It turns out that 10% of the world’s surviving pagers are in the NHS and apparently we could save some money (not very much money, but maybe more meaningful in the context of an NHS trust telecoms budget) by replacing them with an app. I’m really not so sure about that. As Geoff Hall, of the Informatics Leeds Cancer Centre, says:
“Pagers seem like old technology, but they still exist purely for their inherent high levels of resilience. They are simple to use, i.e. calls can be pushed out by ringing one number, there is an audit trail, the device is easy to carry, and the battery lasts months, not hours. They do only one task, but they do it well. They provide a last line of defence”.

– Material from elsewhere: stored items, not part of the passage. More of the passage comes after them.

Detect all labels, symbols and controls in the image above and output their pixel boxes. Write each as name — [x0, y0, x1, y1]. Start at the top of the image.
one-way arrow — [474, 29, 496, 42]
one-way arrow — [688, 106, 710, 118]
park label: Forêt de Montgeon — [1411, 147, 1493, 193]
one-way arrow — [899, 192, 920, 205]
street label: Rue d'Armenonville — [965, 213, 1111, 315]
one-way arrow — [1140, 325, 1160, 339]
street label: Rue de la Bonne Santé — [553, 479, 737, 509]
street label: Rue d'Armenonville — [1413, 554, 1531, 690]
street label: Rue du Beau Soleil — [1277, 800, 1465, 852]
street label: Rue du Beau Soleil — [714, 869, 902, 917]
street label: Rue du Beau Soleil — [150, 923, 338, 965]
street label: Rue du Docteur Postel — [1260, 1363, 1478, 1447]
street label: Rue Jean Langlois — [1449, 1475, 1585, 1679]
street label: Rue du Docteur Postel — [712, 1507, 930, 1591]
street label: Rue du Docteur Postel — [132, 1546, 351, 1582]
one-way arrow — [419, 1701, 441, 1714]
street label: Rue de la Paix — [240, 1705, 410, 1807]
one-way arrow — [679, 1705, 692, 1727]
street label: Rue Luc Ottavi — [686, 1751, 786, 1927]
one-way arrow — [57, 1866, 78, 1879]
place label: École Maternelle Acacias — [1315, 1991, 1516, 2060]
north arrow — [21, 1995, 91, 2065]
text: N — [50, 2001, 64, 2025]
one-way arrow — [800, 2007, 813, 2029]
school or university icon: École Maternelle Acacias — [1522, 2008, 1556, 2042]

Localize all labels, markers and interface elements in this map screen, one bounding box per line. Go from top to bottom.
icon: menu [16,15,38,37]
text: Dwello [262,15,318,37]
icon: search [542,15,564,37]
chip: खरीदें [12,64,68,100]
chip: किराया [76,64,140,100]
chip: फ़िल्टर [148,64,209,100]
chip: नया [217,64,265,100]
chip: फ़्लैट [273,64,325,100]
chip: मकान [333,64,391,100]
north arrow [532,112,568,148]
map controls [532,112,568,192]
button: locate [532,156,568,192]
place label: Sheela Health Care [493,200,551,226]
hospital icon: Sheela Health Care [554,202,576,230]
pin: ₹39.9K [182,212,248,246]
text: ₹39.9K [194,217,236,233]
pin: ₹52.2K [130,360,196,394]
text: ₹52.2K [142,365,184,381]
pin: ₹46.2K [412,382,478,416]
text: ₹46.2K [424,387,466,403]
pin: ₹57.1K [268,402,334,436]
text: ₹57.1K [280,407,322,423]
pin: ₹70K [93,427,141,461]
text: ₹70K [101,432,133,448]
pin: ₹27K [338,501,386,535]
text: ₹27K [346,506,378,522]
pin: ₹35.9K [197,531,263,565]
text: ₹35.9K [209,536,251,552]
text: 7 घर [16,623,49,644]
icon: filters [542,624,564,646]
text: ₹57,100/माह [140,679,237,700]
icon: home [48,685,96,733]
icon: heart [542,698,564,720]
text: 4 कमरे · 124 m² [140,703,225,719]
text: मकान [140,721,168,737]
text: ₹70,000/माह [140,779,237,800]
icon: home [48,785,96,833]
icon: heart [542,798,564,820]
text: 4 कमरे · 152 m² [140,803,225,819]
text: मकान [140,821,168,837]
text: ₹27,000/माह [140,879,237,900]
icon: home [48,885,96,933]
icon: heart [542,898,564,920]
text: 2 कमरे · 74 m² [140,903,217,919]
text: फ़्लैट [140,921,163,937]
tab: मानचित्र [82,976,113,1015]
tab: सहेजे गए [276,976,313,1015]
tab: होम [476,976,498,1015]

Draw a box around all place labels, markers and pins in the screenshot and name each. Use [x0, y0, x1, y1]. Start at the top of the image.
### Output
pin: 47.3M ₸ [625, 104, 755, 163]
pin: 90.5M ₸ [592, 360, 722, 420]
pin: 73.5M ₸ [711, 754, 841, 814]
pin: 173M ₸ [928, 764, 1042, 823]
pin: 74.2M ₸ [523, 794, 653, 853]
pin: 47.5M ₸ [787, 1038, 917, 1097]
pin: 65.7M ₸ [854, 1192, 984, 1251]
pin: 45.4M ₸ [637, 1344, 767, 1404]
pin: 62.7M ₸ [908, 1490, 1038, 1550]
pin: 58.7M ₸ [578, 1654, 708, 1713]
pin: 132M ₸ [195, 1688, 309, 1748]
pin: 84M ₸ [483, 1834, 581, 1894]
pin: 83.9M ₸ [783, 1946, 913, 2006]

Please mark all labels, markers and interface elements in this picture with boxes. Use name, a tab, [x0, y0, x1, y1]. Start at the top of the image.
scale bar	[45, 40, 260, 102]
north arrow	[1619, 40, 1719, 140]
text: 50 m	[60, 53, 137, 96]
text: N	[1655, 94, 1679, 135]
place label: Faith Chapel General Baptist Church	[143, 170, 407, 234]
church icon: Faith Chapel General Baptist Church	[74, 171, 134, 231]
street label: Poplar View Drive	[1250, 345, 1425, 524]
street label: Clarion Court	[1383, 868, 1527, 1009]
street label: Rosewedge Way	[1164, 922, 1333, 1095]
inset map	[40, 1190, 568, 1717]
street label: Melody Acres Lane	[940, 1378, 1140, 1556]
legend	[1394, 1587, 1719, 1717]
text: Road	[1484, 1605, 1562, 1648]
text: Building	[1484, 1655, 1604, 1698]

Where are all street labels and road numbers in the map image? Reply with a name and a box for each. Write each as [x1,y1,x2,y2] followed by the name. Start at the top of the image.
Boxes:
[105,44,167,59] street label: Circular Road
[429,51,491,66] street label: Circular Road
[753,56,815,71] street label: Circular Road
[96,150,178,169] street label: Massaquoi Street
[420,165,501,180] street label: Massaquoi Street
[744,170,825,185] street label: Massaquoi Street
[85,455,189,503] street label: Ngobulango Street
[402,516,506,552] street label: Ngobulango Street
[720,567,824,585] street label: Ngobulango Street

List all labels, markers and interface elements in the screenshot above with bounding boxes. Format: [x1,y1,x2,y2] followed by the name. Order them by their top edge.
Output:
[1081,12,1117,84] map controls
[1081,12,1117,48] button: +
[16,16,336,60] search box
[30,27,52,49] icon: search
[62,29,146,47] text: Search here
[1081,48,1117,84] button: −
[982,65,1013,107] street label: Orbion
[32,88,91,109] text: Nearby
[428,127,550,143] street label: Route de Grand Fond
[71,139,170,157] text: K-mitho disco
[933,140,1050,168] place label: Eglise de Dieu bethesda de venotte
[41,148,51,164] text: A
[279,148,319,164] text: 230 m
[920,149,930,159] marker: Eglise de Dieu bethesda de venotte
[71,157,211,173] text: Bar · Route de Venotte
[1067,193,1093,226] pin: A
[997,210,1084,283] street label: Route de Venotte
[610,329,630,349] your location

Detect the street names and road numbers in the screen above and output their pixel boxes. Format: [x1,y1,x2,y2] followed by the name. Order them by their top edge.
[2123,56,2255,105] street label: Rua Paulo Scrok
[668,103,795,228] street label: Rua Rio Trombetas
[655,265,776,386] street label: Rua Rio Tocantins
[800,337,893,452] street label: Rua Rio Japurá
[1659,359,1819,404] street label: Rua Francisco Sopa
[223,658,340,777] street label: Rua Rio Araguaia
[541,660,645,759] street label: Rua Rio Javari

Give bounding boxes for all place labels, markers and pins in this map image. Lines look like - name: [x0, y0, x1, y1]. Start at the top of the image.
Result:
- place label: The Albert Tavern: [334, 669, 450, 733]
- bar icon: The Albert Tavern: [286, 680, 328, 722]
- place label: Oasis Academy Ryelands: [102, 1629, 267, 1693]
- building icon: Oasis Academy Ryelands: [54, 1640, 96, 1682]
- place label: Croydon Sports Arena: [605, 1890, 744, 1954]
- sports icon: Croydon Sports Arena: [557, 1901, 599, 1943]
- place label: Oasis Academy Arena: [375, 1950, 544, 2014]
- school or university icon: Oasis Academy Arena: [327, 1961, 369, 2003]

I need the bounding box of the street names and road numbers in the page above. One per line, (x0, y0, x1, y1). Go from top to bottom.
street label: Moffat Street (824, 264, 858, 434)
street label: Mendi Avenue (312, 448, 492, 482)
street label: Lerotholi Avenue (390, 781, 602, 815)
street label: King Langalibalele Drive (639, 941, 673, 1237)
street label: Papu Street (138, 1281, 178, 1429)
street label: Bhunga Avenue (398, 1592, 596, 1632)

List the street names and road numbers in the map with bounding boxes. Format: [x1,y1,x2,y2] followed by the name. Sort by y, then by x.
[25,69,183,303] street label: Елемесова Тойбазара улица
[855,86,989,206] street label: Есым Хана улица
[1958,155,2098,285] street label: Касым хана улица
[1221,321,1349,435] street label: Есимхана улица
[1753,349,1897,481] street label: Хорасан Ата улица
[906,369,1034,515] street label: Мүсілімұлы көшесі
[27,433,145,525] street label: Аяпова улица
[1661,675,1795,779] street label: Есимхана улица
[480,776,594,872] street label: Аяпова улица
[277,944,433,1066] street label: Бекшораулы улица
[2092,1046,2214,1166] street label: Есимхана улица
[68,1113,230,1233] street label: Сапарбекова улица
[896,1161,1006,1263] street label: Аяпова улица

One thing I would also say is that they operate in low frequency bands that cover the broad acres and penetrate through walls deep into buildings. Moving the application onto a cellular network would probably require quite a few trusts to get their MNO to install in-building infrastructure, which is a serious pain in a heavily serviced medical environment full of stuff that you’re not meant to use radio transmitters around. Alternatively they could use WiFi or something funky like MuLTEFire but that all costs money and involves complicated installs.
I do wonder if this might be a use case for one of the new low-power wide area network (LPWAN) technologies. These were invented for Internet of Things applications, but reliably delivering small and even small-ish data payloads with stringent coverage and in-building requirements and minimal power draw is a job right up their street. It would also be an interesting exercise to decide what you’d actually want in a pager now.